_Brief:_ Beginning with the first line of the data below, extract each line up to and including the one containing "function label(font, color, halo, rows, align". Copy them exactly and add nothing.
════════════════
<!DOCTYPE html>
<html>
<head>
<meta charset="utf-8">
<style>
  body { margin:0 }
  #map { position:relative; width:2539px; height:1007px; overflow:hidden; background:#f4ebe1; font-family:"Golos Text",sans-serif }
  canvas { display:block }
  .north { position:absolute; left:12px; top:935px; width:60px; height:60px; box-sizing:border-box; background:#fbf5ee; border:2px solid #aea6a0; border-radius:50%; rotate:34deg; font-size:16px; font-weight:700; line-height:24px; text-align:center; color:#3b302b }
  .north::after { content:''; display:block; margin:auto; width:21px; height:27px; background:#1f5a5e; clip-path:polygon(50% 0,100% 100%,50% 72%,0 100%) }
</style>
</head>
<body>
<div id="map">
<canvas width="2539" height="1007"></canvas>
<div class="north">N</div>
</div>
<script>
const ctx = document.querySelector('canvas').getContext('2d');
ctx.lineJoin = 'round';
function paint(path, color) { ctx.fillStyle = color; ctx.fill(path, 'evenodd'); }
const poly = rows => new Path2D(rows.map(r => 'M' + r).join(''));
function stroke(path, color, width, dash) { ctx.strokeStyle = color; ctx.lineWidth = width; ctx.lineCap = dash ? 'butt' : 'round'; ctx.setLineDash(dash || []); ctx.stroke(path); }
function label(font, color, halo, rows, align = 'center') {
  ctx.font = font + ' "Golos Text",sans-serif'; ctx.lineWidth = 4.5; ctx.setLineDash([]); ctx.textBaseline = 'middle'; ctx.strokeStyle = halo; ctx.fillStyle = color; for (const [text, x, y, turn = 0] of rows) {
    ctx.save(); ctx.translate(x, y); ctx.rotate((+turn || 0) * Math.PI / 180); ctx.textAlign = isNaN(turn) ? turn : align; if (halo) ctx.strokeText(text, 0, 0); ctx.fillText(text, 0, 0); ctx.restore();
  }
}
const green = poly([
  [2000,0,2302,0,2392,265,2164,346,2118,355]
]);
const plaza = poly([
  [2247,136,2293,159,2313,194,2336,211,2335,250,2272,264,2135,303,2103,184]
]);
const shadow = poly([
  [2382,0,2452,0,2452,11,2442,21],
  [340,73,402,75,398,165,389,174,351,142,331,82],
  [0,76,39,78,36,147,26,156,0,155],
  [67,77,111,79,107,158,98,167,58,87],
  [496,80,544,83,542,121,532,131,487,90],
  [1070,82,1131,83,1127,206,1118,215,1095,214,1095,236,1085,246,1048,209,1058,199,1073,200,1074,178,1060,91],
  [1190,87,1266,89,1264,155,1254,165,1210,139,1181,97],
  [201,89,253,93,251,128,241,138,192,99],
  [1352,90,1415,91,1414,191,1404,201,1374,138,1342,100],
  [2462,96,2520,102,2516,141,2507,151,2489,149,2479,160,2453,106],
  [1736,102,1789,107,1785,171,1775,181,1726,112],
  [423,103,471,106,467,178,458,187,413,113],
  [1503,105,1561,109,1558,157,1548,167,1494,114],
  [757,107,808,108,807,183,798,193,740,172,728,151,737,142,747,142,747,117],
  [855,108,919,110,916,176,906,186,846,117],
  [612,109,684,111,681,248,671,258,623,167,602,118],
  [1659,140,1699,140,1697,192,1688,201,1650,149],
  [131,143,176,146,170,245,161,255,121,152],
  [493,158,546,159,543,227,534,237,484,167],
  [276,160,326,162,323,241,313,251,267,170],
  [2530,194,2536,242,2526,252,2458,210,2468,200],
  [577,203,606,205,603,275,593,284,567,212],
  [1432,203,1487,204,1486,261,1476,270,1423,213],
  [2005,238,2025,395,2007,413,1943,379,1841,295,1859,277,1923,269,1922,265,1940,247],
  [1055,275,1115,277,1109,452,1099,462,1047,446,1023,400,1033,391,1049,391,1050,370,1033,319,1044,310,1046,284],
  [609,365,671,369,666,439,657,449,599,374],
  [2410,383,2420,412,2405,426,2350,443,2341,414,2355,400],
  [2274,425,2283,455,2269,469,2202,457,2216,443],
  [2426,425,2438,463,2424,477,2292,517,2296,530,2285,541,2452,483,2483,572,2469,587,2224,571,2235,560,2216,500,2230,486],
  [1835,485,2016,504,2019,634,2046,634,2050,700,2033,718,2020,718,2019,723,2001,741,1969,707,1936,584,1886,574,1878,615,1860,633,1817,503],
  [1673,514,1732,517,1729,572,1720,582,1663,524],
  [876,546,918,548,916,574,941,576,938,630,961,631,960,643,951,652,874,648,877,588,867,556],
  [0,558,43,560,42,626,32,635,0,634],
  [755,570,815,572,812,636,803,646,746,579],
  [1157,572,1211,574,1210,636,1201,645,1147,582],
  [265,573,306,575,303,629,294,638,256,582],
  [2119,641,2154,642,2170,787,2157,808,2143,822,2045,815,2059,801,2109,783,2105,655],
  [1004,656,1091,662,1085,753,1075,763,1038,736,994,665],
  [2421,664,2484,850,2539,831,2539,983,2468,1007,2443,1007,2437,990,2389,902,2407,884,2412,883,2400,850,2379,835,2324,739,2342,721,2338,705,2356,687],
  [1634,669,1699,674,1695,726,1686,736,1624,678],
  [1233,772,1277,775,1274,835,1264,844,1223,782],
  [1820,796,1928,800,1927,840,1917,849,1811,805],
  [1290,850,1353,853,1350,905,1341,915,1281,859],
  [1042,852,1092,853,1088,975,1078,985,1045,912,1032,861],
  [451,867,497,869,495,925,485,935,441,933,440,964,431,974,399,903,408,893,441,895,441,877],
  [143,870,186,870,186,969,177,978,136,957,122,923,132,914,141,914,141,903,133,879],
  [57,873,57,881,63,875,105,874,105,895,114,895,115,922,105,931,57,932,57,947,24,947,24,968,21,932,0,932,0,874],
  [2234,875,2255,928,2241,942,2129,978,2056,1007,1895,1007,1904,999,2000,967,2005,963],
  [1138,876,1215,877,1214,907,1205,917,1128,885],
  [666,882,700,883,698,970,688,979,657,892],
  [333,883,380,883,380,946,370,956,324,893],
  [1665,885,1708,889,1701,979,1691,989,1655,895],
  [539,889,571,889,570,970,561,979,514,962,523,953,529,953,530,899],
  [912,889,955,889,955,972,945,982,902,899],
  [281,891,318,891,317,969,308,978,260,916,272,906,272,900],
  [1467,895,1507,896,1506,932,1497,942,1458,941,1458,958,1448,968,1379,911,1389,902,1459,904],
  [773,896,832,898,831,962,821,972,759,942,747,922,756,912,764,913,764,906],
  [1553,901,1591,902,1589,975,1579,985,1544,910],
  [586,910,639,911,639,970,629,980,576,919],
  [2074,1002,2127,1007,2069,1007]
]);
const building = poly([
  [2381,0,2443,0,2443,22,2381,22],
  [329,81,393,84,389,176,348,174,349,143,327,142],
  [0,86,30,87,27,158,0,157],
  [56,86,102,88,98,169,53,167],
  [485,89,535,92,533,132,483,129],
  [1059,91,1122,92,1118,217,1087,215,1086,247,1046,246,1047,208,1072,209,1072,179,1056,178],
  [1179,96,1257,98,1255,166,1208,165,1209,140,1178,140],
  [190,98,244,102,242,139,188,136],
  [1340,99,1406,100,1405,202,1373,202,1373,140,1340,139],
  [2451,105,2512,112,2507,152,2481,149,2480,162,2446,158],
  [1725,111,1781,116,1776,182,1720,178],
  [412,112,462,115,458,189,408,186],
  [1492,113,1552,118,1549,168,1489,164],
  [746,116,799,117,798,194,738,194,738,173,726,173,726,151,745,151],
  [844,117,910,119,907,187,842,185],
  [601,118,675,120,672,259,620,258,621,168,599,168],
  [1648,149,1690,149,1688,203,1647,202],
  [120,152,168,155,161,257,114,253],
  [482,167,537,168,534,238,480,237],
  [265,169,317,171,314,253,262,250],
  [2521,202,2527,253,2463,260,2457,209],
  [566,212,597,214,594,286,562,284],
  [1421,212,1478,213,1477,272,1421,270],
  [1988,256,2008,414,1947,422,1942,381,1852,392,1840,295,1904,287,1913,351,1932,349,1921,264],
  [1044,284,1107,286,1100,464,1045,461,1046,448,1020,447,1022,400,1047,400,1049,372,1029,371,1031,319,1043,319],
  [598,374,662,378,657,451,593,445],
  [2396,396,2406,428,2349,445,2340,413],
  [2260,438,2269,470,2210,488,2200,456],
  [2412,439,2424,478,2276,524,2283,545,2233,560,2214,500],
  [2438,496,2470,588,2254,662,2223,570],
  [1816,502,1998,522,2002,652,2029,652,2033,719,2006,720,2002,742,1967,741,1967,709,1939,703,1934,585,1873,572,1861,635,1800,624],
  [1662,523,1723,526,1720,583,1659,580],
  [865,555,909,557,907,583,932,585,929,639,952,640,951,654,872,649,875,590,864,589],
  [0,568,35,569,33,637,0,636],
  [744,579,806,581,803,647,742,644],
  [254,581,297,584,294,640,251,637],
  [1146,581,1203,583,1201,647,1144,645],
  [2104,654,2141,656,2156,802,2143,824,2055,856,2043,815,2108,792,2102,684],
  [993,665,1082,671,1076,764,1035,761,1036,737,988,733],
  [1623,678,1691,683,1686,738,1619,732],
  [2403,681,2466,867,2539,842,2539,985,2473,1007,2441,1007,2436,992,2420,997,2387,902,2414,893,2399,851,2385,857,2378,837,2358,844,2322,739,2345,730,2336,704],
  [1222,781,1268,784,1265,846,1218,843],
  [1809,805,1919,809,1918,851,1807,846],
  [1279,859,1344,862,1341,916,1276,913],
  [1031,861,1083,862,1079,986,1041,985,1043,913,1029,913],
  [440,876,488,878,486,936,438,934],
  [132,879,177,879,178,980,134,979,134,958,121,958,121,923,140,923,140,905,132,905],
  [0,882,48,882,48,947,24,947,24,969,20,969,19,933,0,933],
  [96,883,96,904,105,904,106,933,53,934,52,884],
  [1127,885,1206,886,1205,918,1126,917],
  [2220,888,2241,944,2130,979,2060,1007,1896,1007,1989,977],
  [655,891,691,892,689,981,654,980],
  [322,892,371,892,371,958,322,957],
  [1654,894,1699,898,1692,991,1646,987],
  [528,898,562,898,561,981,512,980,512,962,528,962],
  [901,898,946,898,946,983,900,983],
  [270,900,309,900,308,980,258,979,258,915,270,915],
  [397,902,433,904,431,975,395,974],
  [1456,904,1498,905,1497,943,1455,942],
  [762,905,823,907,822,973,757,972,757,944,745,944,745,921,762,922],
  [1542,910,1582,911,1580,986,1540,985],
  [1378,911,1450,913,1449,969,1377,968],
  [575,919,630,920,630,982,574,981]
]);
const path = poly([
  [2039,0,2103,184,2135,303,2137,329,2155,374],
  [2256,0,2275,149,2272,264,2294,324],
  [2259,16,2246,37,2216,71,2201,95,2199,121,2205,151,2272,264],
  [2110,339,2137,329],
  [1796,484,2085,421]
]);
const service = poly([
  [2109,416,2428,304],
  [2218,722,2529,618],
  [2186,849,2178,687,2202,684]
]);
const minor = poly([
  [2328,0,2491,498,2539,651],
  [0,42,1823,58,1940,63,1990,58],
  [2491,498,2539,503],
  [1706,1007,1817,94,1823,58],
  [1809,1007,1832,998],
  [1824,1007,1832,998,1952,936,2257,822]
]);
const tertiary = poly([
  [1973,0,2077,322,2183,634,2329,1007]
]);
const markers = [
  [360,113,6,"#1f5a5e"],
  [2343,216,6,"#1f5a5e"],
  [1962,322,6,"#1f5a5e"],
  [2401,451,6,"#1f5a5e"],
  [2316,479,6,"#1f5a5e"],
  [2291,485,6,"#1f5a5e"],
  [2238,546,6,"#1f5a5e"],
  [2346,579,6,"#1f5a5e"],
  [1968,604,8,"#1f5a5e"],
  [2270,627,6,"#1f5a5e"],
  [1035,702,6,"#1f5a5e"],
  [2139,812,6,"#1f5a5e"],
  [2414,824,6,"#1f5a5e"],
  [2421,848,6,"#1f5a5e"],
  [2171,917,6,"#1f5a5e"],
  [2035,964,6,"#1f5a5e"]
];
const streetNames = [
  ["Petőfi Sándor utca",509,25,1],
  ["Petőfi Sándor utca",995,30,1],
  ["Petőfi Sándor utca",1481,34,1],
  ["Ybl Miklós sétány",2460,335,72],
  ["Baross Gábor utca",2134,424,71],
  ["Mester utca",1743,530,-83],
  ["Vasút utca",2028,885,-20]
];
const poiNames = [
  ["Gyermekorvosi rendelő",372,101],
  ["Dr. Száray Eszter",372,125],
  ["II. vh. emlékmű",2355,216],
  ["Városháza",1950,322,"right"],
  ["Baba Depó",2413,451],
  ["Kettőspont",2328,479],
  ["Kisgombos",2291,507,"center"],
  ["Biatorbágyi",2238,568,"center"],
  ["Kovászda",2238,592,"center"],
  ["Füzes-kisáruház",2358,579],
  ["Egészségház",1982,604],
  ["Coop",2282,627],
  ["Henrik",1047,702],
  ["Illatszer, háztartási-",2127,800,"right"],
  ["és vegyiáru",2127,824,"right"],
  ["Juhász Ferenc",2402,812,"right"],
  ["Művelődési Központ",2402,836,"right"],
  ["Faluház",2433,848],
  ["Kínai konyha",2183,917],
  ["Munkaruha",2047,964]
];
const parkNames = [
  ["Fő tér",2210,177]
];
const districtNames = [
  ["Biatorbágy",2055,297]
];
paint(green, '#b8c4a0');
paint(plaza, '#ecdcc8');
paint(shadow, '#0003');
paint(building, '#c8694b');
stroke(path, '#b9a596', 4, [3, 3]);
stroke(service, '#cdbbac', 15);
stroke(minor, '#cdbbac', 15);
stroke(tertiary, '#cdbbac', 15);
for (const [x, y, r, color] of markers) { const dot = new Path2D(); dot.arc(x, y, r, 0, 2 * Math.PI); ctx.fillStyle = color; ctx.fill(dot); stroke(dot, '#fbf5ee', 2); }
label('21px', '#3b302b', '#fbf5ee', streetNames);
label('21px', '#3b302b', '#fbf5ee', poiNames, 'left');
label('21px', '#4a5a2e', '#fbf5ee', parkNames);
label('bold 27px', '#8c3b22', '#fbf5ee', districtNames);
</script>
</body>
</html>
════════════════
_Exercise result:_
<!DOCTYPE html>
<html>
<head>
<meta charset="utf-8">
<style>
  body { margin:0 }
  #map { position:relative; width:2539px; height:1007px; overflow:hidden; background:#f4ebe1; font-family:"Golos Text",sans-serif }
  canvas { display:block }
  .north { position:absolute; left:12px; top:935px; width:60px; height:60px; box-sizing:border-box; background:#fbf5ee; border:2px solid #aea6a0; border-radius:50%; rotate:34deg; font-size:16px; font-weight:700; line-height:24px; text-align:center; color:#3b302b }
  .north::after { content:''; display:block; margin:auto; width:21px; height:27px; background:#1f5a5e; clip-path:polygon(50% 0,100% 100%,50% 72%,0 100%) }
</style>
</head>
<body>
<div id="map">
<canvas width="2539" height="1007"></canvas>
<div class="north">N</div>
</div>
<script>
const ctx = document.querySelector('canvas').getContext('2d');
ctx.lineJoin = 'round';
function paint(path, color) { ctx.fillStyle = color; ctx.fill(path, 'evenodd'); }
const poly = rows => new Path2D(rows.map(r => 'M' + r).join(''));
function stroke(path, color, width, dash) { ctx.strokeStyle = color; ctx.lineWidth = width; ctx.lineCap = dash ? 'butt' : 'round'; ctx.setLineDash(dash || []); ctx.stroke(path); }
function label(font, color, halo, rows, align = 'center') {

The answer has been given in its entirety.